Composta dagli Ill.mi Sigg.ri Magistrati:

Dott. VIDIRI Guido – Presidente –

Dott. NAPOLETANO Giuseppe – Consigliere –

Dott. BALESTRIERI Federico – rel. Consigliere –

Dott. ARIENZO Rosa – Consigliere –

Dott. MANCINO Rossana – Consigliere –

ha pronunciato la seguente:

sentenza

sul ricorso proposto da:

L.P., elettivamente domiciliato in ROMA, VIA GERMANICO 96,

presso lo studio dell’avvocato SEVERINI FABIO, rappresentato e difeso

dall’avvocato SALINAS FRANCESCO PAOLO, giusta delega in atti;

– ricorrente –

contro

UNIVERSITA’ STUDI PALERMO, in persona del legale rappresentante pro

tempore, domiciliata in ROMA, VIA DEI PORTOGHESI n. 12, presso

l’Avvocatura Generale dello Stato, che la rappresenta e difende, ope

legis;

– controricorrente –

avverso la sentenza n. 682/2008 della CORTE D’APPELLO di PALERMO,

depositata il 12/07/2008 R.G.N. 2069/05;

udita la relazione della causa svolta nella pubblica udienza del

07/04/2011 dal Consigliere Dott. FEDERICO BALESTRIERI;

è presente l’Avvocato SEVERINI FABIO per delega Avv. PIETRO LUPO;

udito il P.M. in persona del Sostituto Procuratore Generale Dott.

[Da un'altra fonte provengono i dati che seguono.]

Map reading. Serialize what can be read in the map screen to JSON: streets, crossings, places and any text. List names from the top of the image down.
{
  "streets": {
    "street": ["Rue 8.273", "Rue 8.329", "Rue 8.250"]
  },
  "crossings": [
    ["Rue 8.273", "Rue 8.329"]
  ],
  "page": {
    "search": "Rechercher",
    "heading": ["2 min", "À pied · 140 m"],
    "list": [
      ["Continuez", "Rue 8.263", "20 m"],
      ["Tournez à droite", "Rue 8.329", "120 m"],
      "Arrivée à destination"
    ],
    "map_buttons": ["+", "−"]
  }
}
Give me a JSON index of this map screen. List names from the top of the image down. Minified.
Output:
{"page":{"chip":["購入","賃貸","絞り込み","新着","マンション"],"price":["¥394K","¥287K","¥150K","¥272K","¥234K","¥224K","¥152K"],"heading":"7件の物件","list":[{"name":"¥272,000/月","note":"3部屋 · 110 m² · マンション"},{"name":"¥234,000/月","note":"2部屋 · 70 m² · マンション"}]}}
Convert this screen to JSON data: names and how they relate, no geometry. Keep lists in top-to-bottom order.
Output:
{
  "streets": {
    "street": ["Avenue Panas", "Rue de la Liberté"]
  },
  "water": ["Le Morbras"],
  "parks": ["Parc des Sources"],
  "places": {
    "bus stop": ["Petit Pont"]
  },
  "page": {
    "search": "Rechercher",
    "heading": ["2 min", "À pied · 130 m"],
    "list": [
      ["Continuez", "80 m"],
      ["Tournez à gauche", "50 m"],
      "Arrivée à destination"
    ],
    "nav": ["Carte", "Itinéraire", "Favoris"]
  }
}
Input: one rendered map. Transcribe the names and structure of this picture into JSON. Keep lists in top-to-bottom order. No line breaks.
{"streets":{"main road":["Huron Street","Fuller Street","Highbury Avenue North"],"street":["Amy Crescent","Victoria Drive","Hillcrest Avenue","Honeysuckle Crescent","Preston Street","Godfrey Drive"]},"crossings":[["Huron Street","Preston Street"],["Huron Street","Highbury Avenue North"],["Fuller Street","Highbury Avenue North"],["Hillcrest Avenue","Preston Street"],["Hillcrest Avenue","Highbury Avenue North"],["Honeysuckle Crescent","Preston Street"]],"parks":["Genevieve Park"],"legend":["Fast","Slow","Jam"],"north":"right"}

FEDELI Massimo che ha concluso per il rigetto del ricorso.

Fatto

SVOLGIMENTO DEL PROCESSO

Con ricorso al Tribunale di Palermo, L.P., ex dipendente di ruolo A.T.A. (Amministrativi, Tecnici ed Ausiliari) dell’Università di Palermo, esponeva che gli erano stati conferiti, in forma scritta e ad opera del soggetto competente, dall’Università incarichi di alta professionalità, in forza dei quali aveva concluso un accordo transattivo, concretizzatosi nel processo di conciliazione n. 9 del 4 aprile 2000, ove gli veniva riconosciuta la nona qualifica funzionale con profilo professionale di vice dirigente, a far data dal 1 aprile 2002.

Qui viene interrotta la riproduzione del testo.